Das Urteil könnte ein Präzedenzfall werden
Dinçdağ war bereits zum zweiten Mal in Deutschland. Nach seinem ersten Besuch im April flog er voller Hoffnung zurück nach Istanbul, damals zu seiner zwölften Gerichtsverhandlung, es sollte eigentlich die letzte sein. Doch drei Tage vor dem Gerichtstermin, so erzählt er, wurde ein neuer Richter mit dem Fall betraut. Und der Fußballverband hatte ein Schreiben an das Gericht geschickt, mit der Behauptung, Dinçdağ habe von 2000 bis 2008 überhaupt nicht als Schiedsrichter gearbeitet - obwohl dies zuvor nicht angezweifelt worden war.
Nun muss eine entsprechende Erklärung seines ehemaligen Regionalverbands in Trabzon abgewartet werden. Gerichtsverfahren sind in der Türkei traditionell langwierig. Doch es hat den Anschein, als wolle der Verband Dinçdağs Willen brechen. Ein Urteil zu seinen Gunsten könnte ein Präzedenzfall werden, es würde Bekenntnisse fordern zu einem Thema, das der TFF am liebsten ignorieren würde.

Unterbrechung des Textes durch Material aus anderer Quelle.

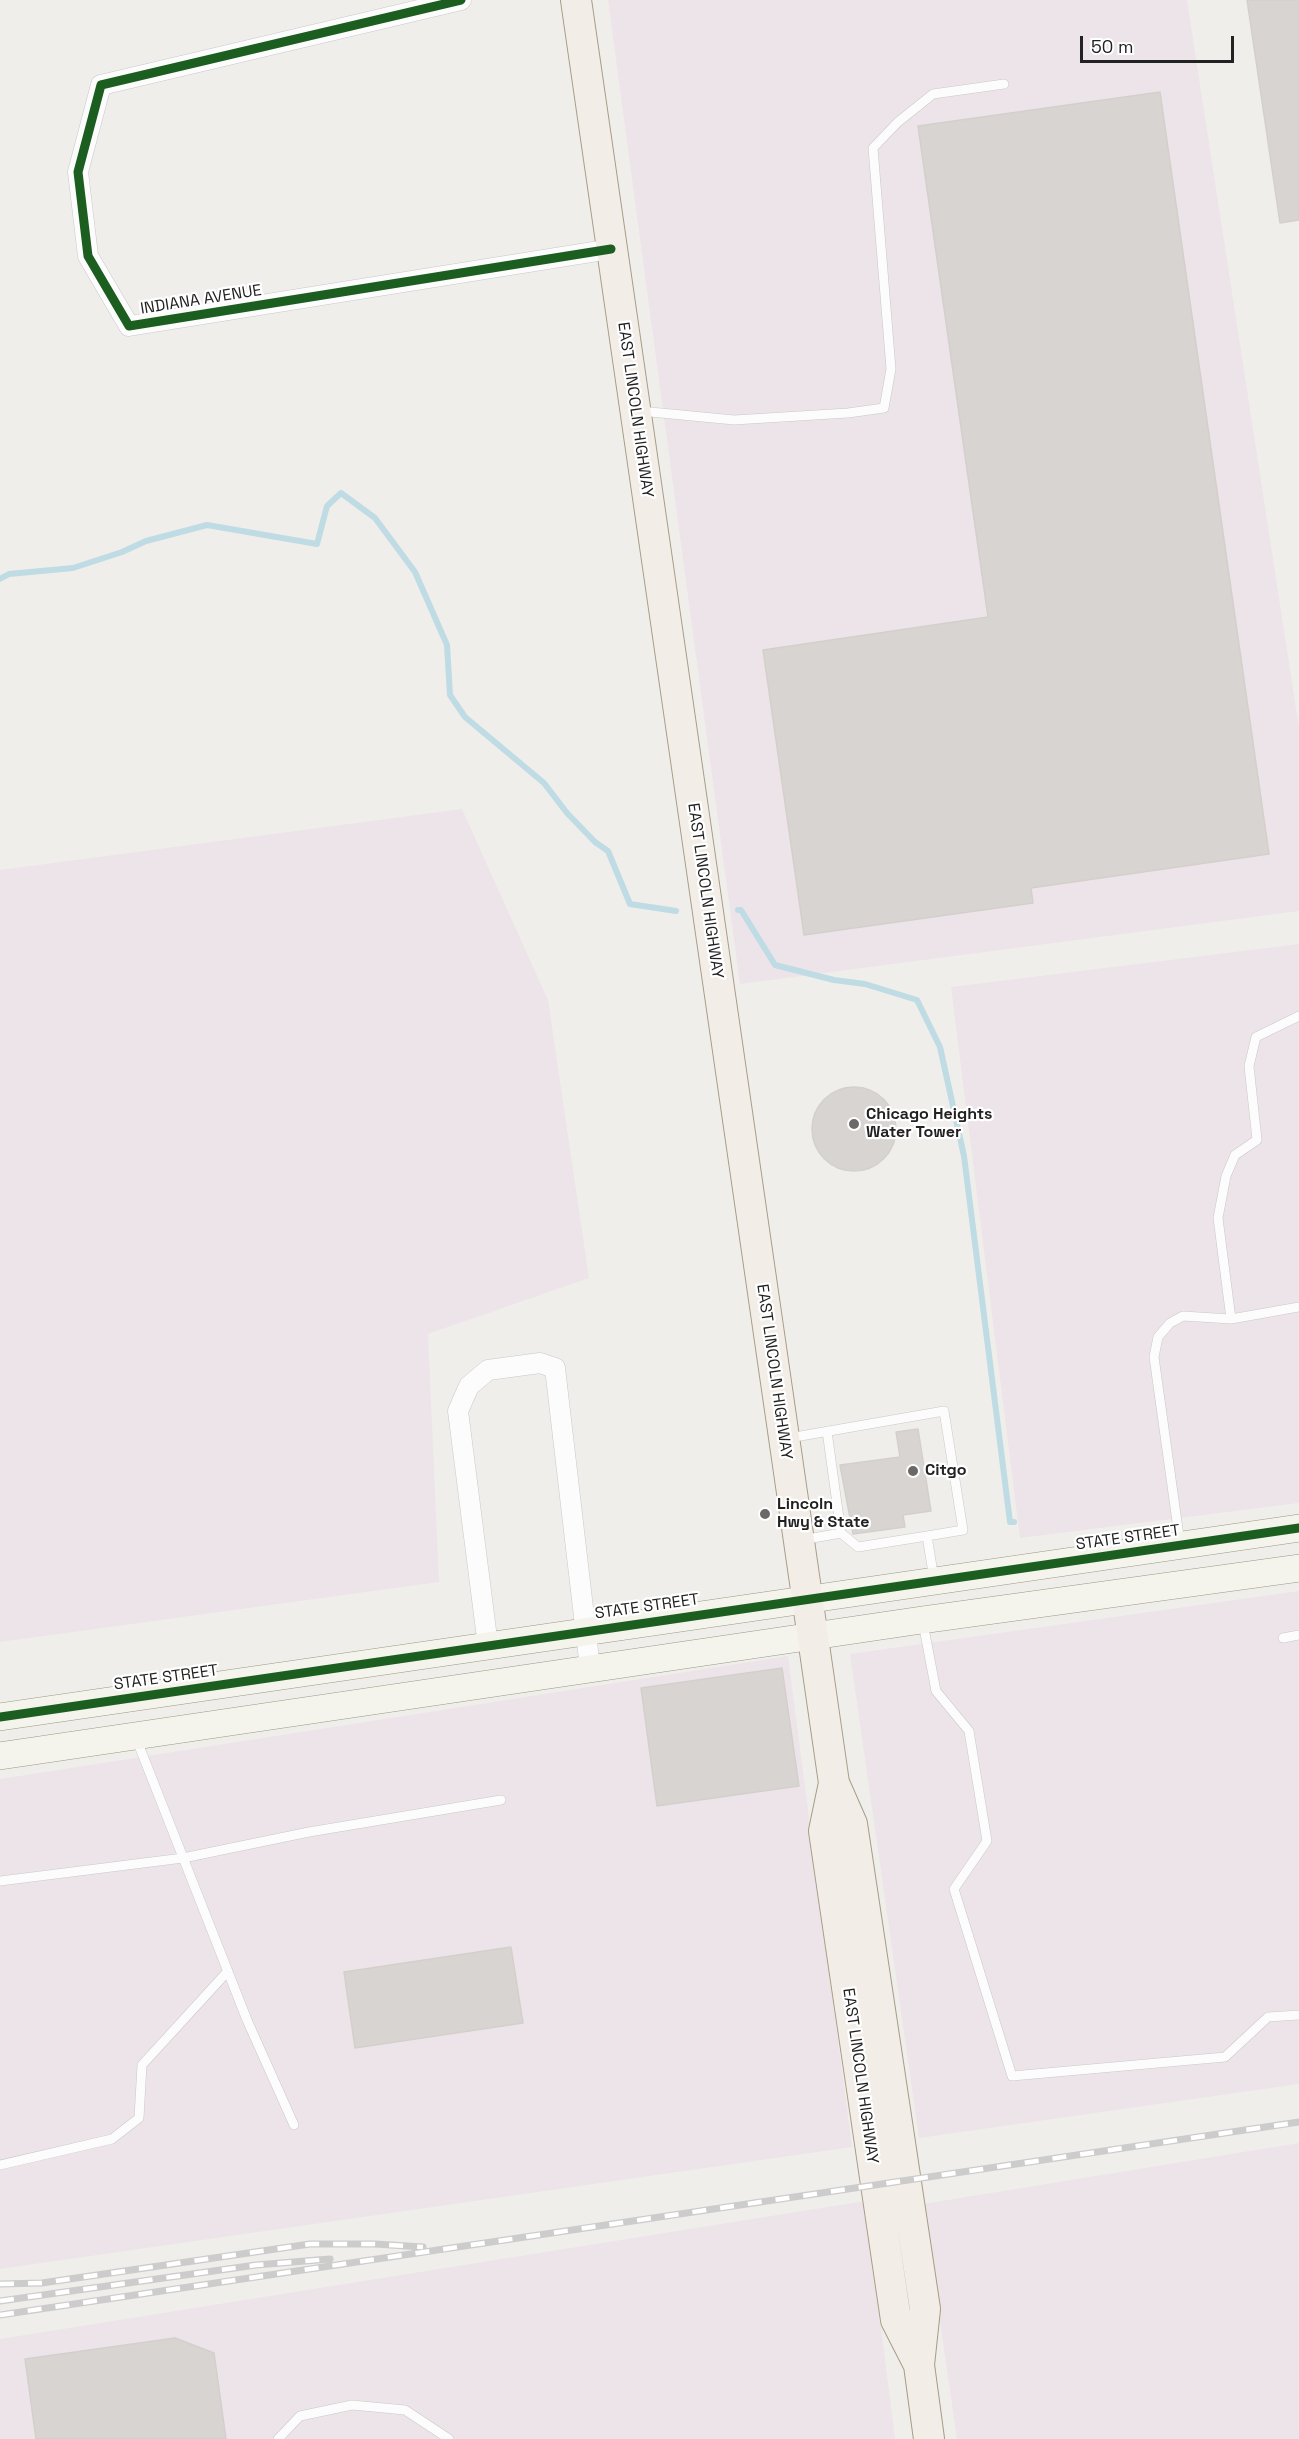 <!DOCTYPE html>
<style>
body{margin:0}
#map{position:relative;width:1299px;height:2439px;overflow:hidden;background:#f0eeeb;font-family:"Space Grotesk",sans-serif}
canvas{display:block}
.scale{position:absolute;left:1080px;top:36px;width:154px;height:27px;box-sizing:border-box;border:3px solid #222;border-top:0;padding-left:8px;font-size:18px;line-height:21px;white-space:nowrap;color:#222;-webkit-text-stroke:4px #fff;paint-order:stroke}
</style>
<div id="map">
<canvas width="1299" height="2439"></canvas>
<div class="scale">50 m</div>
</div>
<script>
const context = document.querySelector('canvas').getContext('2d');
context.lineJoin = 'round';
function fill(path, color) { context.fillStyle = color; context.fill(path, 'evenodd'); }
const toPath = rows => new Path2D(rows.map(r => 'M' + r).join(''));
function strokePath(path, color, width, dash) { context.strokeStyle = color; context.lineWidth = width; context.lineCap = dash ? 'butt' : 'round'; context.setLineDash(dash || []); context.stroke(path); }
function drawText(font, color, halo, rows, align = 'center') {
  context.font = font + ' "Space Grotesk",sans-serif'; context.lineWidth = 4.5; context.setLineDash([]); context.textBaseline = 'middle'; context.strokeStyle = halo; context.fillStyle = color; for (const [text, x, y, turn = 0] of rows) {
    context.save(); context.translate(x, y); context.rotate((+turn || 0) * Math.PI / 180); context.textAlign = isNaN(turn) ? turn : align; if (halo) context.strokeText(text, 0, 0); context.fillText(text, 0, 0); context.restore();
  }
}
const industrial = toPath([
 [608,0,1187,0,1299,728,1299,911,740,984],
 [462,809,548,1000,589,1278,428,1334,439,1582,0,1642,0,870],
 [1299,944,1299,1503,1020,1538,951,987],
 [1299,1591,1299,2084,919,2138,850,1654],
 [788,1656,852,2147,0,2269,0,1779],
 [1299,2143,1299,2439,957,2439,923,2204],
 [865,2201,895,2439,0,2439,0,2339]
]);
const stream = toPath([
 [0,579,9,574,73,568,122,552,146,541,207,525,317,544,327,506,341,493,375,518,415,572,447,645,450,695,465,717,544,783,567,813,595,842,608,851,630,904,676,911],
 [738,910,741,910,775,965,834,980,865,984,917,1000,940,1047,964,1156,1010,1522,1014,1522]
]);
const building = toPath([
 [1247,0,1299,0,1299,220,1280,223,1247,0],
 [1160,92,1269,854,1031,888,1033,903,804,935,763,650,988,617,918,126,1160,92],
 '812 1129a42 42 0 1 1 84 0a42 42 0 1 1-84 0Z',
 [918,1429,931,1511,903,1515,905,1527,853,1534,840,1465,900,1457,896,1432,918,1429],
 [782,1668,799,1786,657,1806,641,1688,782,1668],
 [511,1947,523,2023,355,2048,344,1972,511,1947],
 [175,2338,214,2353,226,2439,36,2439,25,2359,175,2338]
]);
const lane = toPath([
 [640,411,734,420,848,413,884,408,891,369,873,148,898,122,933,94,1004,84],
 [1231,1319,1218,1218,1226,1176,1235,1155,1257,1140,1249,1066,1256,1037,1299,1016],
 [827,1431,841,1533,858,1547,927,1536],
 [789,1438,944,1411,963,1530,927,1536,934,1579],
 [802,1540,841,1533],
 [1180,1543,1154,1357,1158,1337,1170,1323,1183,1316,1231,1319,1299,1307],
 [923,1623,936,1691,969,1731,987,1841,954,1889,1012,2076,1225,2057,1268,2017,1299,2015],
 [1283,1638,1299,1635],
 [136,1738,247,2020,294,2125],
 [0,1881,183,1858,309,1832,501,1800],
 [0,2165,112,2139,139,2118,142,2065,228,1971],
 [278,2439,300,2416,352,2405,405,2410,449,2439]
]);
const street = toPath([
 [461,0,101,85,78,172,88,256,129,326,611,249],
 [488,1646,458,1411,469,1386,488,1370,540,1363,555,1368,590,1668]
]);
const secondary = toPath([
 [0,1717,1299,1528],
 [0,1756,922,1620,1299,1568]
]);
const primary = toPath([
 [576,0,834,1783,852,1824,925,2309,919,2365,929,2439],
 [834,1783,824,1831,896,2320,919,2365]
]);
const rail = toPath([
 [0,2284,42,2283,310,2244,375,2244,423,2247],
 [0,2301,256,2265,330,2259],
 [0,2315,1299,2122]
]);
const cycleway = toPath([
 [461,0,101,85,78,172,88,256,129,326,611,249],
 [0,1717,1299,1528]
]);
const markers = [
 [854,1124,6,"#6a6968"],
 [913,1471,6,"#6a6968"],
 [765,1514,6,"#6a6968"]
];
const streetNames = [
 ["INDIANA AVENUE",201,300,-9],
 ["EAST LINCOLN HIGHWAY",635,410,82],
 ["EAST LINCOLN HIGHWAY",705,891,82],
 ["EAST LINCOLN HIGHWAY",774,1372,82],
 ["STATE STREET",1128,1538,-8],
 ["STATE STREET",647,1607,-8],
 ["STATE STREET",166,1678,-8],
 ["EAST LINCOLN HIGHWAY",860,2076,82]
];
const poiNames = [
 ["Chicago Heights",866,1115],
 ["Water Tower",866,1133],
 ["Citgo",925,1471],
 ["Lincoln",777,1505],
 ["Hwy & State",777,1523]
];
fill(industrial, '#ede4e9');
strokePath(stream, '#bfdbe3', 6);
fill(building, '#d7d4d2');
strokePath(building, '#d3d0cc', 1.5);
strokePath(lane, '#c9c8c7', 10);
strokePath(street, '#c9c8c7', 21);
strokePath(secondary, '#999a82', 28);
strokePath(primary, '#a79c86', 32);
strokePath(lane, '#fdfcfc', 9);
strokePath(street, '#fdfcfc', 20);
strokePath(secondary, '#f4f4ed', 27);
strokePath(primary, '#f3ede7', 30);
strokePath(rail, '#ccc', 7);
strokePath(rail, '#fff', 4.5, [14]);
strokePath(cycleway, '#1b5e20', 9);
for (const [x, y, r, color] of markers) { const dot = new Path2D(); dot.arc(x, y, r, 0, 2 * Math.PI); context.fillStyle = color; context.fill(dot); strokePath(dot, '#fff', 2); }
drawText('16px', '#222', '#fff', streetNames);
drawText('bold 16px', '#222', '#fff', poiNames, 'left');
</script>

Auch am vergangenen Dienstag ist Dinçdağ wieder voller Hoffnung nach Istanbul zurückgeflogen. Er hoffe nun, ob der Öffentlichkeit seiner Geschichte, einmal mehr auf einen fairen Prozess. Doch noch ist der Druck auf den Verband gering. Die Uefa, Dachverband des TFF, erklärt gerne, gegen Homophobie im Fußball rigide vorzugehen. Halil İbrahim Dinçdağ formt mit seiner Hand, die eben noch eine Faust war, einen Schnabel: Das sei leider nur Gerede, sagt er. Doch Dinçdağ lächelt dabei, überhaupt lächelt er viel, wirkt selbstbewusst. Er wird nicht aufhören zu kämpfen.